§ **TASK INSTRUCTIONS**:
Your task is to restate word for word the line containing "Input: one rendered" and each line that follows it in the listing, and only those.

§ **DATA EXCERPTS**:
======

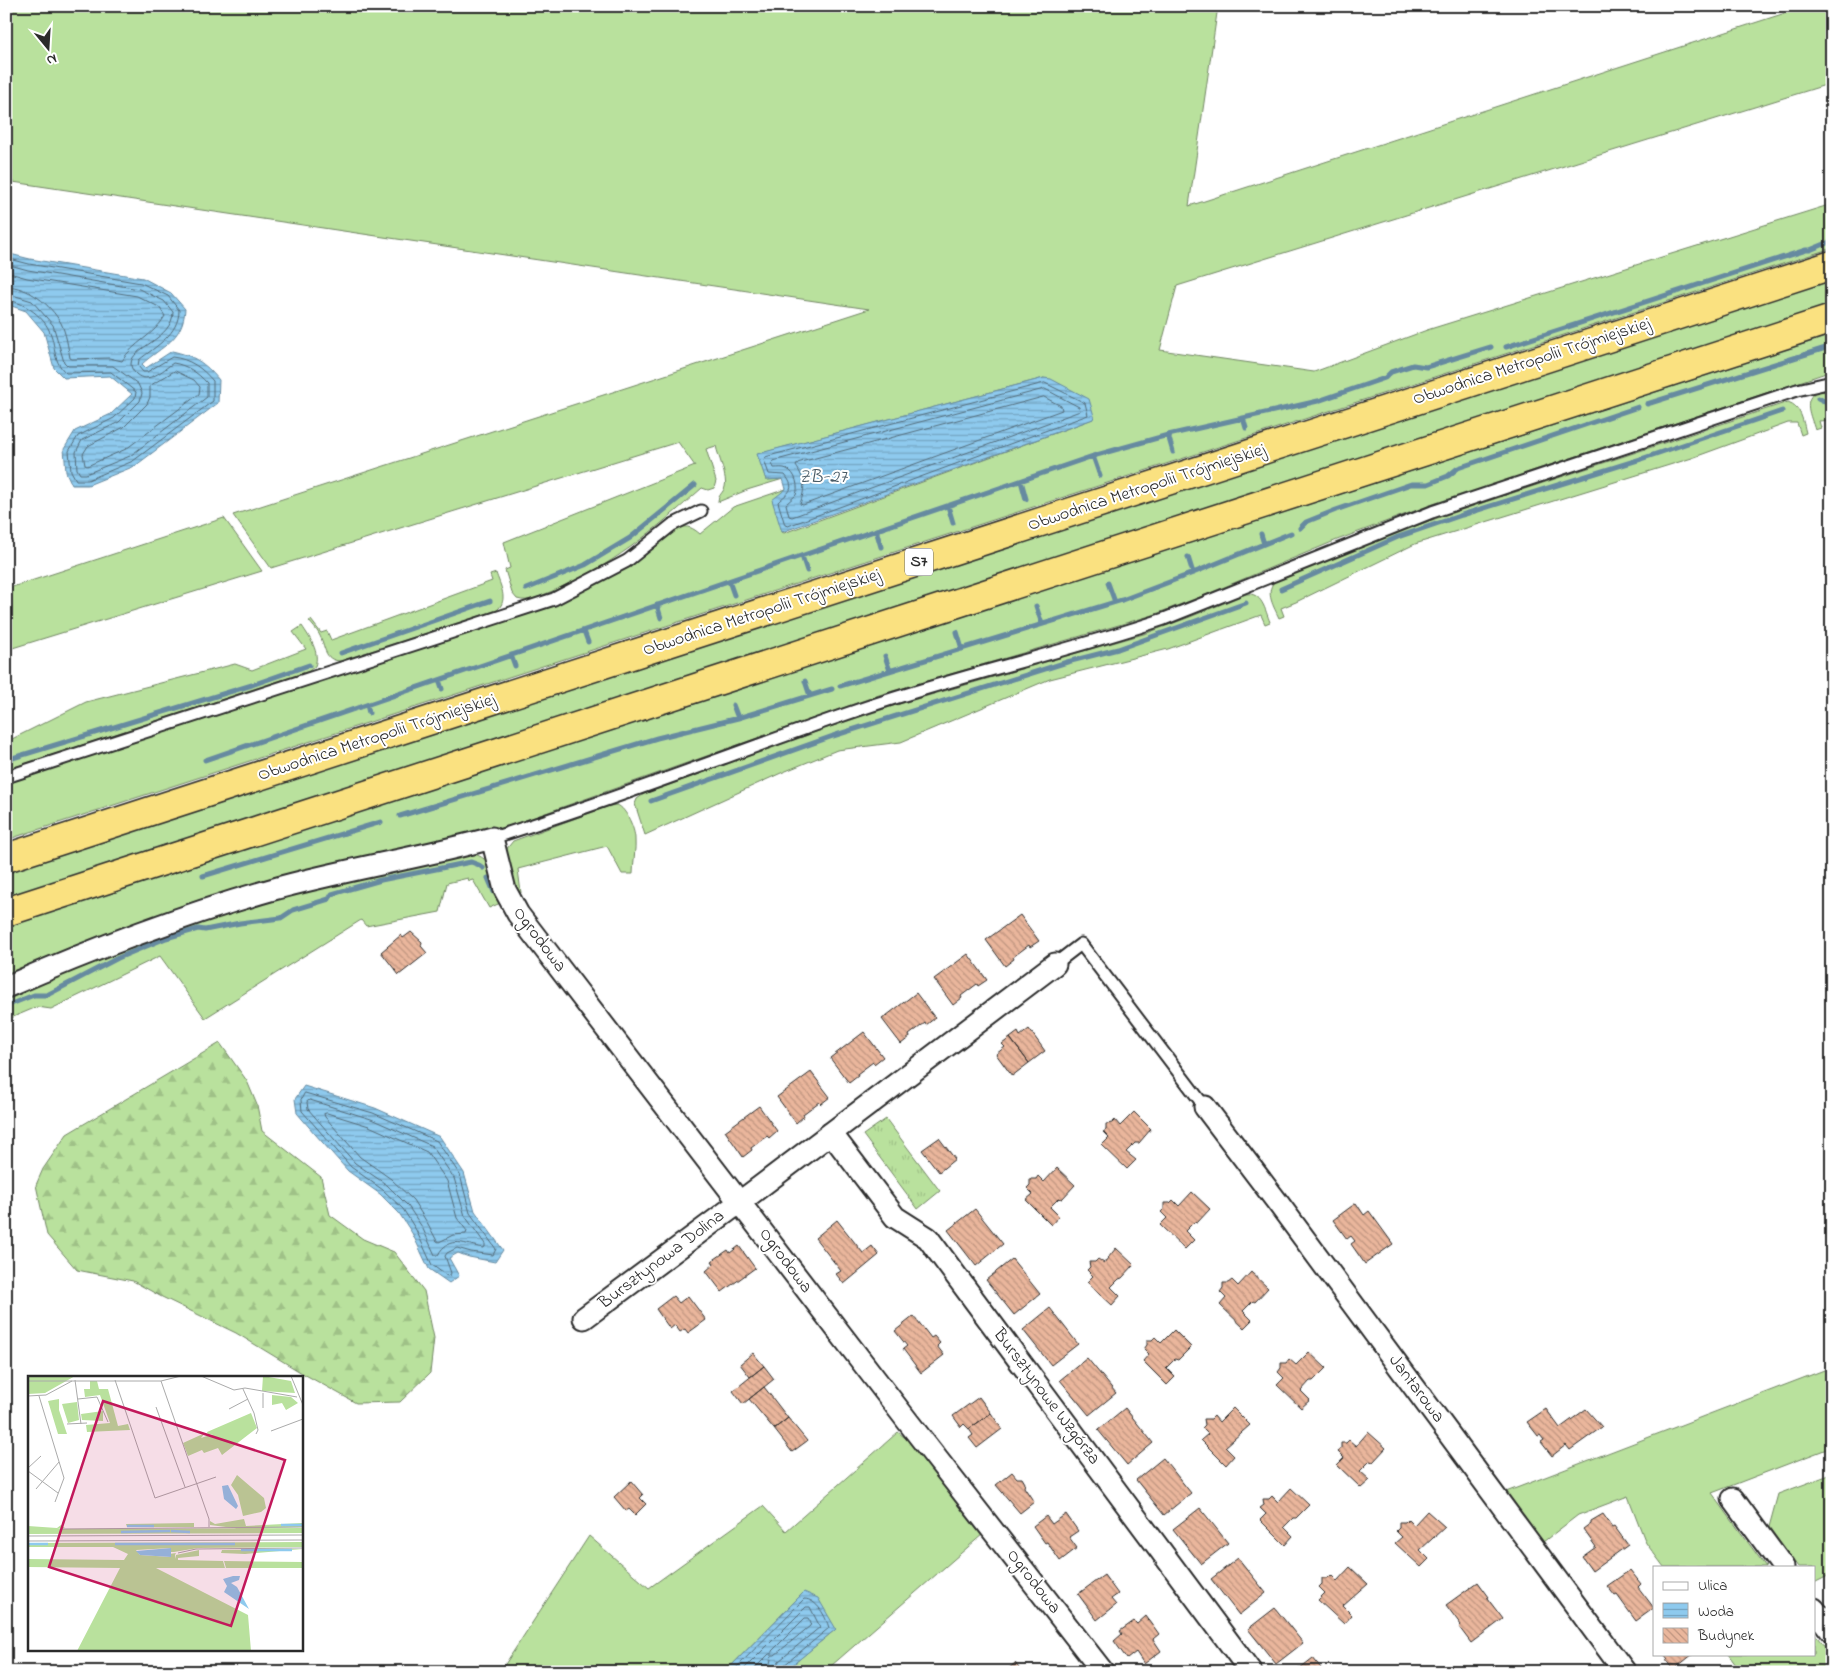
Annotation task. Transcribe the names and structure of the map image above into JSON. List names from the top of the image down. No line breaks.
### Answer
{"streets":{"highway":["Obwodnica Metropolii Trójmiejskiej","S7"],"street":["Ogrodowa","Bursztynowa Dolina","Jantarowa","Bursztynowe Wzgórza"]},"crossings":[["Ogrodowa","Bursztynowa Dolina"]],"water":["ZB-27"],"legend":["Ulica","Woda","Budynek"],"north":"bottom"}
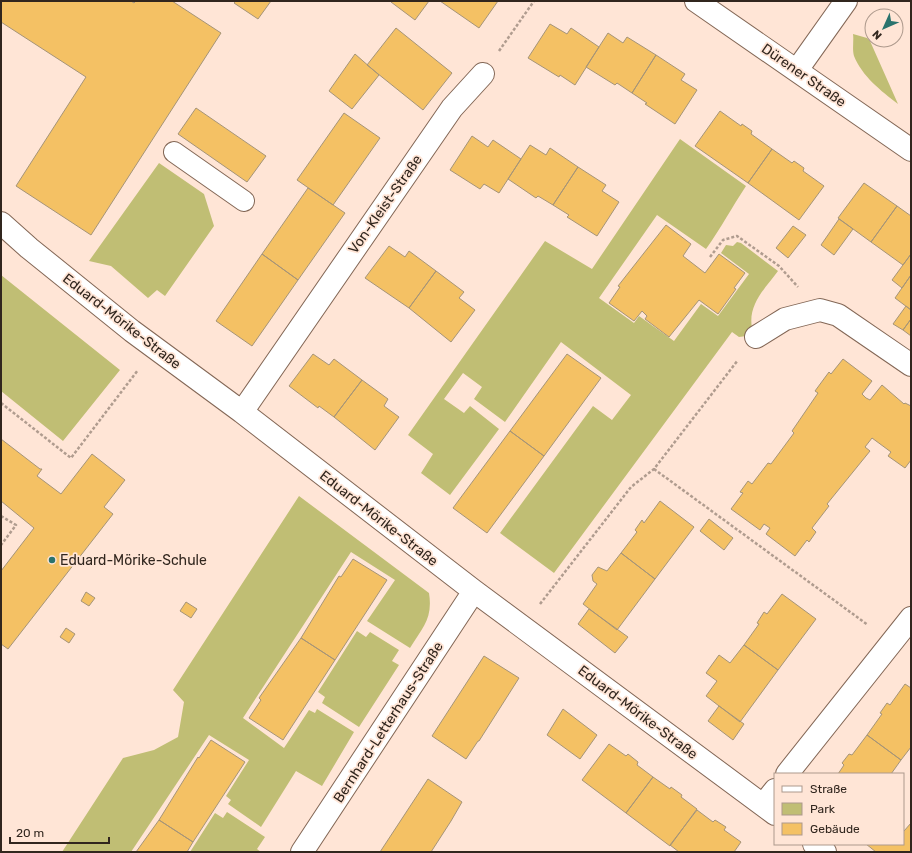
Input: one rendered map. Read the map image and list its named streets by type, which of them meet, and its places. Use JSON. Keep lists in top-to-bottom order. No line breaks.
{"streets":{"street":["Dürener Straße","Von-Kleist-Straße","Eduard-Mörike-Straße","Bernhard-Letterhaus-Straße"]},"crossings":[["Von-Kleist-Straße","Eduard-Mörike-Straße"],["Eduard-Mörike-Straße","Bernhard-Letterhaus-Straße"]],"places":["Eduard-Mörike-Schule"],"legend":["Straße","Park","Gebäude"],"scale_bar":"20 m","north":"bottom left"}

======

§ **OUTPUT**:
Input: one rendered map. Read the map image and list its named streets by type, which of them meet, and its places. Use JSON. Keep lists in top-to-bottom order. No line breaks.
{"streets":{"street":["Dürener Straße","Von-Kleist-Straße","Eduard-Mörike-Straße","Bernhard-Letterhaus-Straße"]},"crossings":[["Von-Kleist-Straße","Eduard-Mörike-Straße"],["Eduard-Mörike-Straße","Bernhard-Letterhaus-Straße"]],"places":["Eduard-Mörike-Schule"],"legend":["Straße","Park","Gebäude"],"scale_bar":"20 m","north":"bottom left"}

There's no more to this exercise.